Several recent studies reported that high-energy PG rays are well correlated to the Bragg peak (BP) position of the proton beam (Hilaire et al., 2016, Zarifi et al., 2017). In particular, the 6.13 MeV PG emission line which originates from the de-excitation of ¹⁶O* nuclei exhibits a distinctively close correlation with the BP (Zarifi et al., 2017). Their simulation results showed that the 6.13 MeV PG rays generated from the 100–200 MeV proton pencil-beam irradiation of a homogeneous (or heterogeneous) phantom could accurately predict the BP position and provide an accuracy to 1 mm under ideal conditions (Zarifi et al., 2017). Recently, our simulation results showed that the reconstruction of the 6.13 MeV PG rays obtained by a two-stage Compton camera yielded poor image quality and induced large errors in BP position estimation (~ 17 mm) (Jan et al., 2018). The main reason is that the yield and detection efficiency of high-energy PG rays are extremely low (Jan et al., 2018, Zarifi et al., 2017). In addition, the performance of a Compton camera is limited by the finite energy and spatial resolutions of the detector system, the neutron-induced noise, incomplete absorption of PGs and Doppler broadening (Mackin et al., 2013).

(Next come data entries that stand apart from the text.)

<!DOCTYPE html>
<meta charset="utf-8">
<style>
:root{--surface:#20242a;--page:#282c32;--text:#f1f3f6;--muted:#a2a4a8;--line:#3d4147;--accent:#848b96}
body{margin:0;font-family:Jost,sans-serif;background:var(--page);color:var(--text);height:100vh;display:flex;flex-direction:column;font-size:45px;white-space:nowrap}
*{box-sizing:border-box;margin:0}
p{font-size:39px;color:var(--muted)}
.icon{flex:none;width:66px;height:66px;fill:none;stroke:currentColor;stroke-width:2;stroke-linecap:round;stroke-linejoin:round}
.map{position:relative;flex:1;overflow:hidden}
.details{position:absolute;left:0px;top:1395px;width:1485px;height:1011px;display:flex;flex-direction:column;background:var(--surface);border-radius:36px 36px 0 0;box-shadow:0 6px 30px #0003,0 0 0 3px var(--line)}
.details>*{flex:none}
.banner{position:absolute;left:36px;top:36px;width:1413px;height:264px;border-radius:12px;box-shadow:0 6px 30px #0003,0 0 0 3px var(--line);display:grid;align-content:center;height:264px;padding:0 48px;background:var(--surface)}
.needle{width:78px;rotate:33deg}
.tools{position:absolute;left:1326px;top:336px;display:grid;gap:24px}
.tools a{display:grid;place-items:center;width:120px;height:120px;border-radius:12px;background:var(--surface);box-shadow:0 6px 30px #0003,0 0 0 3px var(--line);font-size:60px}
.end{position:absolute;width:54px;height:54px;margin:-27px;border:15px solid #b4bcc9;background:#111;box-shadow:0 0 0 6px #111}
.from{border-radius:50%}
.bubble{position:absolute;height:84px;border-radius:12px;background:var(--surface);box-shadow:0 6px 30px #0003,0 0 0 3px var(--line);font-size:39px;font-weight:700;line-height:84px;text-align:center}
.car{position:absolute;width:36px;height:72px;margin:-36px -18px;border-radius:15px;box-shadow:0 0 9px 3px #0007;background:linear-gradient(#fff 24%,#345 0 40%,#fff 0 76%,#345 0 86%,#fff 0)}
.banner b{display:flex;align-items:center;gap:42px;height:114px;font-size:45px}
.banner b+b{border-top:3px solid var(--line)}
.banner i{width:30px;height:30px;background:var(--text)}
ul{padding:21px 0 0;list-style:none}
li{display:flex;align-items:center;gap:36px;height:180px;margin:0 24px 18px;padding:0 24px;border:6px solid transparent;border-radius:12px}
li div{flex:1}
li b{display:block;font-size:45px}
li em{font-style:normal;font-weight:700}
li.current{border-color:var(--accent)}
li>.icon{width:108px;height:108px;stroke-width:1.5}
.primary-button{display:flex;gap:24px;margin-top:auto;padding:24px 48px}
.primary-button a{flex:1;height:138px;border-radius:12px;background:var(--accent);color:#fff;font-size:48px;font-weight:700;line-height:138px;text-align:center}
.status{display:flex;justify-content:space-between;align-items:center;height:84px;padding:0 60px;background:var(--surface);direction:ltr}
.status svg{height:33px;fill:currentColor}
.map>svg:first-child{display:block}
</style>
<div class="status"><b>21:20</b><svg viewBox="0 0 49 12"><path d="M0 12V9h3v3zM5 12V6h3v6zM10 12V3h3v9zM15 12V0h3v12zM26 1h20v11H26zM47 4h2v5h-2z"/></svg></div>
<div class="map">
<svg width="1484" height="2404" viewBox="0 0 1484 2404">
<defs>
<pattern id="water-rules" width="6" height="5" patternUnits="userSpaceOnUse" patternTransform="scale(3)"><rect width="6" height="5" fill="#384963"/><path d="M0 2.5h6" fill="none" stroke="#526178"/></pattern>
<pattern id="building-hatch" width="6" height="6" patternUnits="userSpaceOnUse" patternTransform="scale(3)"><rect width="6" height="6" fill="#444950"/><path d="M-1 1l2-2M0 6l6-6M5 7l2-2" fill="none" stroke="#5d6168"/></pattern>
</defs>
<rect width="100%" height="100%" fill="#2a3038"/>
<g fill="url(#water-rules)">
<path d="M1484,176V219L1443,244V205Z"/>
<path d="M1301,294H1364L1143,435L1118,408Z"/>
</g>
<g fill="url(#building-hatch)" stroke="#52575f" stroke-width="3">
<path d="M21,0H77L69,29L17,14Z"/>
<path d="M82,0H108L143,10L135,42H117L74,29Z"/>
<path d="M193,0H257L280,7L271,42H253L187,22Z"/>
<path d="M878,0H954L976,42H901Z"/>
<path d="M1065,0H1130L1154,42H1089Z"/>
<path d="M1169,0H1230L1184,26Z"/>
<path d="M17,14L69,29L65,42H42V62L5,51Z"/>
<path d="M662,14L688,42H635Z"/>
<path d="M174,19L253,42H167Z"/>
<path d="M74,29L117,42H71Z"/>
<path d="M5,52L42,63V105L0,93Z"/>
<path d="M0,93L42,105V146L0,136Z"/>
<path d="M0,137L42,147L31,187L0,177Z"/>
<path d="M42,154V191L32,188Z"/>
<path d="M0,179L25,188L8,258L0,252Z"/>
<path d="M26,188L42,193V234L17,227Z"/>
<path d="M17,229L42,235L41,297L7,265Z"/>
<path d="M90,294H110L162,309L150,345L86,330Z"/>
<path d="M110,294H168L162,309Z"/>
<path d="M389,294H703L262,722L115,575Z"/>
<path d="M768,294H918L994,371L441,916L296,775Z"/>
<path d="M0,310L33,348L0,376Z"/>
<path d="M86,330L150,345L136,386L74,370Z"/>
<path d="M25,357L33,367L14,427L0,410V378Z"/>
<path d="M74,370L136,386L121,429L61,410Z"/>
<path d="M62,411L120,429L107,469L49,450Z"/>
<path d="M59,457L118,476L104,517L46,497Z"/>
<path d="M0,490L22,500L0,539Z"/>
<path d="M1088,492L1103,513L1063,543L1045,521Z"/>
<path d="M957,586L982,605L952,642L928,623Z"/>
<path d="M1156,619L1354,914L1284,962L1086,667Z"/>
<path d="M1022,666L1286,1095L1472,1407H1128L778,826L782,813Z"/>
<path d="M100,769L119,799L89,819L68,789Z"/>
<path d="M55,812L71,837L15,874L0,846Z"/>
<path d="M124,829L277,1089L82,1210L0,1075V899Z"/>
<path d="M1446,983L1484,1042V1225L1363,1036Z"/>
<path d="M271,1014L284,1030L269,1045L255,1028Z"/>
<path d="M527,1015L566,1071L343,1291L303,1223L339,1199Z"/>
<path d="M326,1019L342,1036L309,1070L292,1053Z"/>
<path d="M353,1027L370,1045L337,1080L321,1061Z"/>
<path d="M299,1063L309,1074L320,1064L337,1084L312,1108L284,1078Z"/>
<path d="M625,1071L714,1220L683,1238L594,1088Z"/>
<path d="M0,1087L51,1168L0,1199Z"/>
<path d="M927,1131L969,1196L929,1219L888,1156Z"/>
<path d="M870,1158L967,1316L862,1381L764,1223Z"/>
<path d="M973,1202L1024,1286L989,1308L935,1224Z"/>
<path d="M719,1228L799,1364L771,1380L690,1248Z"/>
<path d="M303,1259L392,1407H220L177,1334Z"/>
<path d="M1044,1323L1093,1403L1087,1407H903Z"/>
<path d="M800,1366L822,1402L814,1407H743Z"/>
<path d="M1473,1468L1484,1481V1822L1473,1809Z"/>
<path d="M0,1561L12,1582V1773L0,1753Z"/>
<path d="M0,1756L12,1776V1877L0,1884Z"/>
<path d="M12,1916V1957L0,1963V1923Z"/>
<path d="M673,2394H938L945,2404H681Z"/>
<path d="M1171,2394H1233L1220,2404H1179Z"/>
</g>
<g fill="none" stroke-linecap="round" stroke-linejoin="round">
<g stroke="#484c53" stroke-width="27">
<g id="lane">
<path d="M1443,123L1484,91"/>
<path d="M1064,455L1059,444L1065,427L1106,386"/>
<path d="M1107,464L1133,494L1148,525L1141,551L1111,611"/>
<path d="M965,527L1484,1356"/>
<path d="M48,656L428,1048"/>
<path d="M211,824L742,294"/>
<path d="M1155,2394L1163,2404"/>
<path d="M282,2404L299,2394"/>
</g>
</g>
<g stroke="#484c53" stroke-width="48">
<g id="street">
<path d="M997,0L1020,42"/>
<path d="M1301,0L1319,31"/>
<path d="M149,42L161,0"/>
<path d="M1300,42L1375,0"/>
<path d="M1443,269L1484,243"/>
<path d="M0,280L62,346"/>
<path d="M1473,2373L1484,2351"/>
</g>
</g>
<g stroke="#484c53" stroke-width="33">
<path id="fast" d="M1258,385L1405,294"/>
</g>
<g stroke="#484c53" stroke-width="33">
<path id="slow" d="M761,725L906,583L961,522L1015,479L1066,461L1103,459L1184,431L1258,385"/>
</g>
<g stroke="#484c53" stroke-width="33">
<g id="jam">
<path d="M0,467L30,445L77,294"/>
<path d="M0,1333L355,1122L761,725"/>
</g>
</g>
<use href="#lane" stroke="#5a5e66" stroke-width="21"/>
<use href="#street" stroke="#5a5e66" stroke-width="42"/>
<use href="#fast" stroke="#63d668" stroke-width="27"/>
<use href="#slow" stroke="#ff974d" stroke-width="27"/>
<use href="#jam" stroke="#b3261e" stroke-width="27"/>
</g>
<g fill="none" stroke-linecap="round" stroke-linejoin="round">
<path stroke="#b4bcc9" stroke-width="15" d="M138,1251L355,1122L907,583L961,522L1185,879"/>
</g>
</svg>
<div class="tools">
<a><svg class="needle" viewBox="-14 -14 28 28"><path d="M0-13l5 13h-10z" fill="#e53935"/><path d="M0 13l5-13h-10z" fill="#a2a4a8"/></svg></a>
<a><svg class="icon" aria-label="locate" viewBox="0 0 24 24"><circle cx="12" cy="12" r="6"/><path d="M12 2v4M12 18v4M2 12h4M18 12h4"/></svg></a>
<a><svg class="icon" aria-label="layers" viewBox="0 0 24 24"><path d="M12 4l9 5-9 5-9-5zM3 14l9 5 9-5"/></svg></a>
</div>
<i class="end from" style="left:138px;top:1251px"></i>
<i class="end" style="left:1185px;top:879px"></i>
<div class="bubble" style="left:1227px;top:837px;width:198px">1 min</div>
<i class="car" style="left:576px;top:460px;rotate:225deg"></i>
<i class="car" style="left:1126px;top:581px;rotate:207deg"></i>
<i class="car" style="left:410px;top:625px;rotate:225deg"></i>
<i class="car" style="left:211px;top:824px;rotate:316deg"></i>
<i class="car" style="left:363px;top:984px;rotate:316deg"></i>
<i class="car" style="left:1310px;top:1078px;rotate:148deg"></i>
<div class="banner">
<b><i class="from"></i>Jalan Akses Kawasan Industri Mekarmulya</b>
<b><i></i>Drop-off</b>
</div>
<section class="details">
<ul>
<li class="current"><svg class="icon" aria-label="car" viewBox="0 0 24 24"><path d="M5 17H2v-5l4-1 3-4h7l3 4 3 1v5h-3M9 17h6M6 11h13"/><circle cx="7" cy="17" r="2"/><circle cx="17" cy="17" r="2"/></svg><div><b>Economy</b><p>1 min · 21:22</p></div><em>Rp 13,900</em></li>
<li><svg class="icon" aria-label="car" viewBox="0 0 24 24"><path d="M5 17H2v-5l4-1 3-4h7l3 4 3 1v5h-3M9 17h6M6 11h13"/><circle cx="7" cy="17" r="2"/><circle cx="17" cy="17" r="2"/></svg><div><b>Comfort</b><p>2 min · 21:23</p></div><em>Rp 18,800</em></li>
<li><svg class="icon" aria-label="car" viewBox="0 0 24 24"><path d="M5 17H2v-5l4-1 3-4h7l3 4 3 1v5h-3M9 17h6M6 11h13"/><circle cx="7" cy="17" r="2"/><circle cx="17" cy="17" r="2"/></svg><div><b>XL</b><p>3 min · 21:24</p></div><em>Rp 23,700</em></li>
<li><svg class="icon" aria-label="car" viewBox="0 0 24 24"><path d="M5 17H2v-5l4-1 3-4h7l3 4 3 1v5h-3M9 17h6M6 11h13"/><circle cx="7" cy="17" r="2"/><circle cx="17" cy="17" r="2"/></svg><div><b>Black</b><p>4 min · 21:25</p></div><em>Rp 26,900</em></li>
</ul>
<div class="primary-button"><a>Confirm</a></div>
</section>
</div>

In this study, we aim to improve the BP position estimation using the 6.13 MeV PG image with different position estimation methods. We also investigate the feasibility of using the 6.92 and 7.12 MeV PG emission lines to predict the BP position. These two PG emission lines exhibit a strong correlation with the BP, but have not been studied. We present the results of Monte Carlo simulations in which a water phantom was irradiated with a proton beam. Because the three characteristic PG rays (i.e. 6.13, 6.92 and 7.12 MeV) originate from the de-excitation of ¹⁶O* nuclei, we conduct Monte Carlo simulations that evaluate the effect of tissue oxygen contents on the accuracy of the BP position estimation. Finally, we investigate whether the accuracy of the BP position estimation can be improved by combining signals obtained from the characteristic PG emissions of 6.13, 6.92 and 7.12 MeV.